Wednesday, January 1, 2014

Can kindness be motivated by self-interest?

This blog is taking a long holiday, but a few days ago I thought it might be a good idea to draw attention to some posts that I felt deserved more attention than they have received so far.

The first post I came across that I thought might belong in that category sought to answer the question: How should we encourage kindness?

However, when I read it again, I was not quite so impressed by what I had written.

The line of argument was broadly as follows:

·         Kindness is the greatest of all virtues.
·         There is evidence that kindness is good for those who practice it as well as for those who benefit from the kindness of others.
·         Kindness should also be encouraged because benefits of kindness spread beyond those immediately involved in kindly acts. Kind people tend to be trustworthy and trust facilitates mutually beneficial interactions, even among strangers. (In economic terms, kindness is the opposite of opportunism. It reduces the transactions costs of engaging in economic activities and enables people to enjoy the benefits of specialization and trade to a greater extent that would otherwise be possible.)
·         It isn’t clear whether kindness is increasing or decreasing in western societies. There is evidence of a secular trend toward less violence, but also some evidence of increased incivility in workplaces.
·         It is doubtful whether greater kindness can be encouraged by imposing more rules of conduct. The apparent increase in incivility in workplaces has occurred at a time when there has been increased regulation to enforce politically correct behaviour.
·         The best way to encourage kindness is to make people more aware that kindness is good for those who practice it.

My problem is that the bottom line seems too glib.

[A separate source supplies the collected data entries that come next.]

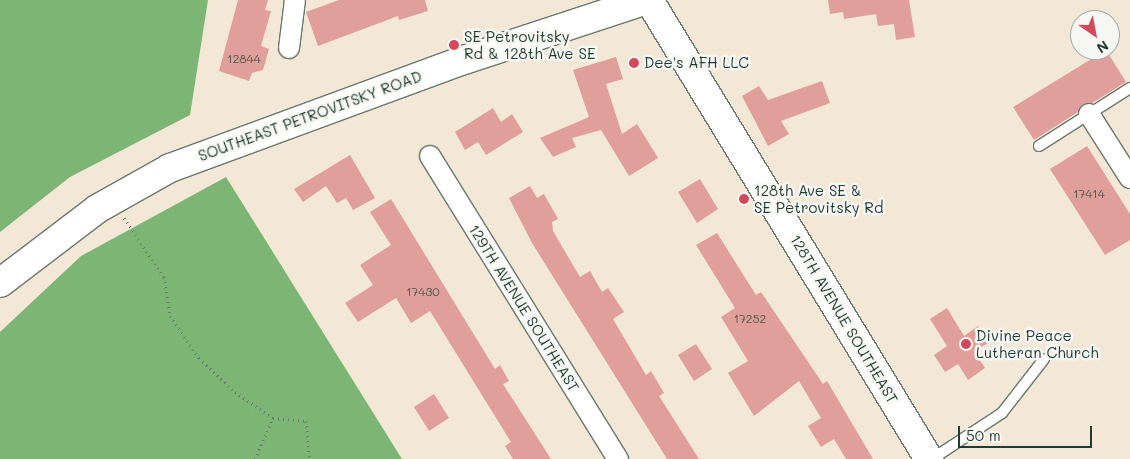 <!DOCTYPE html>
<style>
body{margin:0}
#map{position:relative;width:1130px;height:459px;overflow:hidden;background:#f3e8d6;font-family:Mali,sans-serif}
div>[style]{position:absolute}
.forest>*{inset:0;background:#7db674}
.building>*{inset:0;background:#e09f9a}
.path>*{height:3px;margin-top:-1.5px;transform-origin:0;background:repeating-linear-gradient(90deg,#69796d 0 1px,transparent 0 5px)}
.roads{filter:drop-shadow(1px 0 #69796d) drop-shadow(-1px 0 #69796d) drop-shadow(0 1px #69796d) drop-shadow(0 -1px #69796d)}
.lane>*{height:10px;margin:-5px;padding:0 5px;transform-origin:5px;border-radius:5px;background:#fff}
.street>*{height:20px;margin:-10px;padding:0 10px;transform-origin:10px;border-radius:10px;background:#fff}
.secondary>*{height:28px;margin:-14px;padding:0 14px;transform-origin:14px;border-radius:14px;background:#fff}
.dots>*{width:14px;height:14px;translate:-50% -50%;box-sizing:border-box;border:2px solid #f6f6f2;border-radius:50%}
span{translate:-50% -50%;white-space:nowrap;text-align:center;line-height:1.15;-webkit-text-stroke:5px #f6f6f2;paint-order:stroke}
.number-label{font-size:12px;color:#4f564e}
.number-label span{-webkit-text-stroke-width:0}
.poi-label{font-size:15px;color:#1f3d34}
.left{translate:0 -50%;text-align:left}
.street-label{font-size:15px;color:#1f3d34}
.north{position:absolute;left:1070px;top:10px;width:50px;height:50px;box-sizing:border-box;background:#f6f6f2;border:1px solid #a0aca6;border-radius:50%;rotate:147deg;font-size:14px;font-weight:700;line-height:20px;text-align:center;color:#1f3d34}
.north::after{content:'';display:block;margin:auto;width:18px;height:22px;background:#d1495b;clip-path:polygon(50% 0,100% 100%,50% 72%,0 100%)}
.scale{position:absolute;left:958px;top:426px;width:134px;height:22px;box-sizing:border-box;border:2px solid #1f3d34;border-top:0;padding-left:6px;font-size:15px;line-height:18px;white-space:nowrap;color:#1f3d34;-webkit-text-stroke:4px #f6f6f2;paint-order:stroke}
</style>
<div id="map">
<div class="forest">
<div style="clip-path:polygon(0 0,208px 0,190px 115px,70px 177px,0 232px)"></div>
<div style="clip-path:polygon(226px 177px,402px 459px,0 459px,0 332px,81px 256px)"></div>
</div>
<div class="building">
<div style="clip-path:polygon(238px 0,268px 0,265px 10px,271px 11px,261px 46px,269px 49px,263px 70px,252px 73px,249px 81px,219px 71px)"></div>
<div style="clip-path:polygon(339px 0,425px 0,428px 11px,399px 20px,398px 16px,318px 46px,306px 12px)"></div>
<div style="clip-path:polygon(828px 0,909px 0,915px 37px,896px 40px,894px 24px,878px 26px,876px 14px,844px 19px,843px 12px,830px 14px)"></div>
<div style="clip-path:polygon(1106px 50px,1126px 82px,1092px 103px,1083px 104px,1078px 112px,1034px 140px,1013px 107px)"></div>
<div style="clip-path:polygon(616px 57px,623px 79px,606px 84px,622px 134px,637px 124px,658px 158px,629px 176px,601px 130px,572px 138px,576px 147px,553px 157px,540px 138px,589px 117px,573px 70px)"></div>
<div style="clip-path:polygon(822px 81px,830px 103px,781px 121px,789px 134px,768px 146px,742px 96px,759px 86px,768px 100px)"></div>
<div style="clip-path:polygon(493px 108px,501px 122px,512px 114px,523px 132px,486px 155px,478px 142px,465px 150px,455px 132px)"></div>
<div style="clip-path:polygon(1087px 146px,1130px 214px,1130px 240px,1105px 255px,1050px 169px)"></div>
<div style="clip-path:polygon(350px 155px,375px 198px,353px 210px,346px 198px,337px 203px,326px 186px,303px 202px,294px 189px)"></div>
<div style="clip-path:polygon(700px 179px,718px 209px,697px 223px,678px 192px)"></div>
<div style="clip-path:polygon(530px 186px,537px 198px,544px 194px,558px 219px,552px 222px,553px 231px,580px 277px,590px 271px,602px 292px,608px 288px,624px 312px,613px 319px,646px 375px,651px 371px,664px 393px,659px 396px,699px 459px,667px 459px,532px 243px,509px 198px)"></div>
<div style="clip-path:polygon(391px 199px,495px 369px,500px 365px,509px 381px,503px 384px,551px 459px,513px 459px,505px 446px,511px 442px,430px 311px,411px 323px,396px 298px,358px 322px,345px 303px,373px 285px,360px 265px,391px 245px,370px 212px)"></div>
<div style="clip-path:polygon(717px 233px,756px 295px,761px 292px,823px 384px,827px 381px,873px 459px,846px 459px,834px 439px,821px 447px,808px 426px,821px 418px,799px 381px,754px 416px,728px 373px,748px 361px,721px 317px,735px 308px,696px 245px)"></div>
<div style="clip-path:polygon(947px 308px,964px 336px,978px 326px,988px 343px,974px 351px,985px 368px,968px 380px,958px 364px,945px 372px,934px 355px,947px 346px,930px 319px)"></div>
<div style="clip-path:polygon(696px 344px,712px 369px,694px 381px,678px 355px)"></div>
<div style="clip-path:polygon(434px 394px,449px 418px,429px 431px,414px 407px)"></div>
</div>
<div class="path">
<div style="left:124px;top:218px;width:71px;rotate:55.9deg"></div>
<div style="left:164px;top:277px;width:39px;rotate:81deg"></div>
<div style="left:170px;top:316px;width:51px;rotate:55.4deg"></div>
<div style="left:199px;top:358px;width:50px;rotate:43.4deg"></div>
<div style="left:235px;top:392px;width:46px;rotate:34.4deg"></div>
<div style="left:273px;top:418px;width:33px;rotate:5deg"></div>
<div style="left:306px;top:421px;width:38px;rotate:85deg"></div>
<div style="left:255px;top:459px;width:45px;rotate:-66.3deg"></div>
</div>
<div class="roads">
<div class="lane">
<div style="left:1039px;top:146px;width:108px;rotate:-32.5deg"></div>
<div style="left:932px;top:459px;width:84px;rotate:-33.3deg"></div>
<div style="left:1002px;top:413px;width:68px;rotate:-52.1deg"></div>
</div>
<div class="street">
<div style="left:289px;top:48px;width:48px;rotate:-82.9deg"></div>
<div style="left:1089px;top:114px;width:76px;rotate:57.4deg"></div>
<div style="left:430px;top:156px;width:357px;rotate:58.2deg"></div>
</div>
<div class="secondary">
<div style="left:649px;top:0;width:538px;rotate:58.62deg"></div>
<div style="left:0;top:283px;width:122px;rotate:-37.3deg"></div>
<div style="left:97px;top:209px;width:84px;rotate:-29.3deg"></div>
<div style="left:170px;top:168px;width:313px;rotate:-20.2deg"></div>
<div style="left:464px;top:60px;width:192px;rotate:-18.2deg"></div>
</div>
</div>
<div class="dots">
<div style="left:454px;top:45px;background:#d1495b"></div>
<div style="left:634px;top:63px;background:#d1495b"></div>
<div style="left:744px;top:199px;background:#d1495b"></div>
<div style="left:966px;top:344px;background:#d1495b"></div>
</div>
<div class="number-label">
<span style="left:244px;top:59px">12844</span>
<span style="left:1089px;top:194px">17414</span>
<span style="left:423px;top:292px">17430</span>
<span style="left:750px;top:319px">17252</span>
</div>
<div class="poi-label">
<span class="left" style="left:464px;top:45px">SE Petrovitsky<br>Rd &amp; 128th Ave SE</span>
<span class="left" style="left:644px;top:63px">Dee's AFH LLC</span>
<span class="left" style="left:754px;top:199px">128th Ave SE &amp;<br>SE Petrovitsky Rd</span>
<span class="left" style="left:976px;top:344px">Divine Peace<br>Lutheran Church</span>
</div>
<div class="street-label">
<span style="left:310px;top:116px;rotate:-20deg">SOUTHEAST PETROVITSKY ROAD</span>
<span style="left:524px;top:308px;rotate:58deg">129TH AVENUE SOUTHEAST</span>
<span style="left:844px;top:319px;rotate:59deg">128TH AVENUE SOUTHEAST</span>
</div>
<div class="north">N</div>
<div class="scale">50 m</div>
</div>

How would you respond if someone you had just met told you, “I know I am an arsehole”?  When I met such a person a month or so ago, it didn’t cross my mind to tell him that it was in his interests to be kind because kindness benefits the people who practice it. A person who sees himself as an arsehole is not likely to be receptive to such a message. I just suggested that he was not doing himself any favours by having such a low opinion of himself. He seemed to listen. Perhaps if he heard the message more often it might have some impact on his behaviour. If we want to influence the behaviour of such people it may be more effective to speak to their better selves than to try to appeal to their self-interest in reaping the benefits of kindly behaviour. (There is, of course, also the possibility that such people can be influenced by pointing out any penalties they might suffer as a result of bad behaviour.)

The other reason why I think my bottom line was too glib is that I doubt that the claimed beneficial impacts of acts of kindness apply when a person is just going through the motions of appearing to be kind. I suspect that in order to benefit you need to have your heart in it. Nevertheless, we all have to begin somewhere.  We may never change if we wait for our hearts to lead us. As Aristotle said, people acquire virtues by putting them into action. We become kinder by practicing kindness.  

To answer the question posed at the beginning, I think kindness can be motivated by self-interest if that is understood as the interest every individual has has in becoming more like the person that he or she would like to be. The main problem is that too few people ever give serious serious consideration to the question of what kind of person they would like to become.